(Saved data entries)
============

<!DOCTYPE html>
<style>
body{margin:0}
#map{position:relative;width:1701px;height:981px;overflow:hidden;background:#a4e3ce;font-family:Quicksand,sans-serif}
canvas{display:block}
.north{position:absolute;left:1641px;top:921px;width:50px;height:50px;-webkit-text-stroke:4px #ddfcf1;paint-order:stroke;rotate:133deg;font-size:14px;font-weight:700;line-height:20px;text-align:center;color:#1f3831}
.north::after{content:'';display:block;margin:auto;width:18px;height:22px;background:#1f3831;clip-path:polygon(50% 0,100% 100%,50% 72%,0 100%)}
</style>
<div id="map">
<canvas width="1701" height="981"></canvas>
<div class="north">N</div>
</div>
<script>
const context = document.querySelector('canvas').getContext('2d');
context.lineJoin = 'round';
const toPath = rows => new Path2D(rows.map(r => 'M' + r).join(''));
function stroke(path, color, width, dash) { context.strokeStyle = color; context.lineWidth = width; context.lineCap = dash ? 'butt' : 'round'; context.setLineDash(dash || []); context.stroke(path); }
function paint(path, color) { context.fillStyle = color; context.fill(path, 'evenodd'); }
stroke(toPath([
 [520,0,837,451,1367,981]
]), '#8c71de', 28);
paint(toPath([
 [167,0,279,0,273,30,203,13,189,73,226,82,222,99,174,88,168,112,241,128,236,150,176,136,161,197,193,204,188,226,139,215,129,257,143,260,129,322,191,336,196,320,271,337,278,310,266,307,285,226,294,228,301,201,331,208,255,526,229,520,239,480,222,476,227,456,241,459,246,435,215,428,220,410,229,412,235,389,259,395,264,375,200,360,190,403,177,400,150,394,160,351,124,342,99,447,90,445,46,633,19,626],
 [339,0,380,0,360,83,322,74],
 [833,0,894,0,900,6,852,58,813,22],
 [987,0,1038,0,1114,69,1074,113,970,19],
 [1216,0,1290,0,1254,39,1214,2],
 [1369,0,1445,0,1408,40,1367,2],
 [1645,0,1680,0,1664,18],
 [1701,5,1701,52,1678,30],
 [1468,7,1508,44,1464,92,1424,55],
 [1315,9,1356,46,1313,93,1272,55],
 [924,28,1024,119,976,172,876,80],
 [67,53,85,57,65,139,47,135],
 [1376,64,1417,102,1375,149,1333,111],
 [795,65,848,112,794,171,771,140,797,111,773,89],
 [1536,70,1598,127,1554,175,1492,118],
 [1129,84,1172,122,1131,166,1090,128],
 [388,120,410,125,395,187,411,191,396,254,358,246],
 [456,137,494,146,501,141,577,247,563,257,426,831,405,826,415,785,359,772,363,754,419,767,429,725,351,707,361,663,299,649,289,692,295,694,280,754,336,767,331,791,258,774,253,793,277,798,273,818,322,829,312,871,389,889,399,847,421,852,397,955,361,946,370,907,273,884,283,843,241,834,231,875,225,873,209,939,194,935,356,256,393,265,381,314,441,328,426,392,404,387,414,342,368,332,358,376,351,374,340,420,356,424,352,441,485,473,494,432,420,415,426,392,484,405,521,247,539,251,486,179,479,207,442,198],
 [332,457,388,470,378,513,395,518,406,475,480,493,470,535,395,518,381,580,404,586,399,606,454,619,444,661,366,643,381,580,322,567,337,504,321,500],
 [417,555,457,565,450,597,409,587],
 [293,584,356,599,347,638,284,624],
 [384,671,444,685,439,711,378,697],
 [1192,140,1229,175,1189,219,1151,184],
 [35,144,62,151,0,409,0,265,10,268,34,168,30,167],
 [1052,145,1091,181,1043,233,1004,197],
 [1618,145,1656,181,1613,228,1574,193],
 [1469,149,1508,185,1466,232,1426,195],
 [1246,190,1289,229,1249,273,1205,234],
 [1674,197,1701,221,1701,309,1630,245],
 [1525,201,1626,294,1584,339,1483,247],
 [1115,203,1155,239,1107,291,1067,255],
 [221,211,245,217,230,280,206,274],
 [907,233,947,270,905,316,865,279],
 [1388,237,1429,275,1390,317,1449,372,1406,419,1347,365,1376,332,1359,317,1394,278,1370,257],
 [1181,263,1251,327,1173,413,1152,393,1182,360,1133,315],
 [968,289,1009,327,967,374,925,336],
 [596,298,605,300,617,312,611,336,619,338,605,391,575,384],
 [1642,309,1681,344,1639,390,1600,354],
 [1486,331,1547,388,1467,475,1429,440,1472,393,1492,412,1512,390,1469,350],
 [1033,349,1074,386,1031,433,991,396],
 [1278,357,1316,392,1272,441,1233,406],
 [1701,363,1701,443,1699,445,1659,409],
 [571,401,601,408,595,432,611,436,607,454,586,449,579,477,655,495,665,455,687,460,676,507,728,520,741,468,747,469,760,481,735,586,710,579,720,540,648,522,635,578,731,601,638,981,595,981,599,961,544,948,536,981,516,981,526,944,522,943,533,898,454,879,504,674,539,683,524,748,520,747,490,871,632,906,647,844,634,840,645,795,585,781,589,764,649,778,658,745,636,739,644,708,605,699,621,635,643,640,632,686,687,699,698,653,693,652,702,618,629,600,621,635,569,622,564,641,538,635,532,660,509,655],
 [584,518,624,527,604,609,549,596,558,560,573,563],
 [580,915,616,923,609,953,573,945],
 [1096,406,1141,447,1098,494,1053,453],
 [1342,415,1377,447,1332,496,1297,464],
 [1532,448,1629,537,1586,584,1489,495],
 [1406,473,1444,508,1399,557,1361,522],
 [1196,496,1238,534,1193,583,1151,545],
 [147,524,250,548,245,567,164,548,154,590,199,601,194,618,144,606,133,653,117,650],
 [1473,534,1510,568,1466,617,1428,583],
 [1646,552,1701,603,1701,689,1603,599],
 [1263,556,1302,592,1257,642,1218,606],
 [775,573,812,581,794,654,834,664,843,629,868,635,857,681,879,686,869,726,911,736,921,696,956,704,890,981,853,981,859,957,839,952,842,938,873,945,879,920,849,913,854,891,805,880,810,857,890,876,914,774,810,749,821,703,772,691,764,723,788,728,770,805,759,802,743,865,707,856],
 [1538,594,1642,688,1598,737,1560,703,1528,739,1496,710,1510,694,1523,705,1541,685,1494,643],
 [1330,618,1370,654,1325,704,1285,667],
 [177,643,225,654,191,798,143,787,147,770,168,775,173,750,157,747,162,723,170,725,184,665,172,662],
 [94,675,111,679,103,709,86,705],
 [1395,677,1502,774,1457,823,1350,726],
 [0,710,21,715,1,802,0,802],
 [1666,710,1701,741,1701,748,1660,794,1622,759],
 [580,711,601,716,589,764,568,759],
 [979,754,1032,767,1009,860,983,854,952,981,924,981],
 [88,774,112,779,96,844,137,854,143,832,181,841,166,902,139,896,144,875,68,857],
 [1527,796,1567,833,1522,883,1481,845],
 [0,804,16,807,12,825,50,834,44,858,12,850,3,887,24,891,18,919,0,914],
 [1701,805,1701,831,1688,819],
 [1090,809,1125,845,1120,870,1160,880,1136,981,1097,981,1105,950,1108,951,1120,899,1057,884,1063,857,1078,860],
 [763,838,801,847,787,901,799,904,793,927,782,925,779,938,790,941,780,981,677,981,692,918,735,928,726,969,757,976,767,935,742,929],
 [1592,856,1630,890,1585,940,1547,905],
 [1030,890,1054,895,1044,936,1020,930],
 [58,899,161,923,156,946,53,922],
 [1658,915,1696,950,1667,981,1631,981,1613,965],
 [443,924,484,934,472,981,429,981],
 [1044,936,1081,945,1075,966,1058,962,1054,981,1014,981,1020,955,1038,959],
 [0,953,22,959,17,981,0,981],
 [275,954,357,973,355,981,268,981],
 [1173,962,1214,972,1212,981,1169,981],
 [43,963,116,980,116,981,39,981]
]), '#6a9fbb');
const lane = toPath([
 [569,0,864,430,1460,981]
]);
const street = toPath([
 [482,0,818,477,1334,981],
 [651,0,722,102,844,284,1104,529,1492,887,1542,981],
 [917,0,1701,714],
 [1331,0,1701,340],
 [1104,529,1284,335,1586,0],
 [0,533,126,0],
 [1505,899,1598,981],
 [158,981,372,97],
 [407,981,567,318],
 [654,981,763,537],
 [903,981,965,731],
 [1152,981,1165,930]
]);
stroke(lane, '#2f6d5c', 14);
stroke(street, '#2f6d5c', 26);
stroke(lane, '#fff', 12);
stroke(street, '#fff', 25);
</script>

============

- ACTIVITY
Look through the records above and please copy every line in which the string "background" occurs.

- ANSWER SECTION
#map{position:relative;width:1701px;height:981px;overflow:hidden;background:#a4e3ce;font-family:Quicksand,sans-serif}
.north::after{content:'';display:block;margin:auto;width:18px;height:22px;background:#1f3831;clip-path:polygon(50% 0,100% 100%,50% 72%,0 100%)}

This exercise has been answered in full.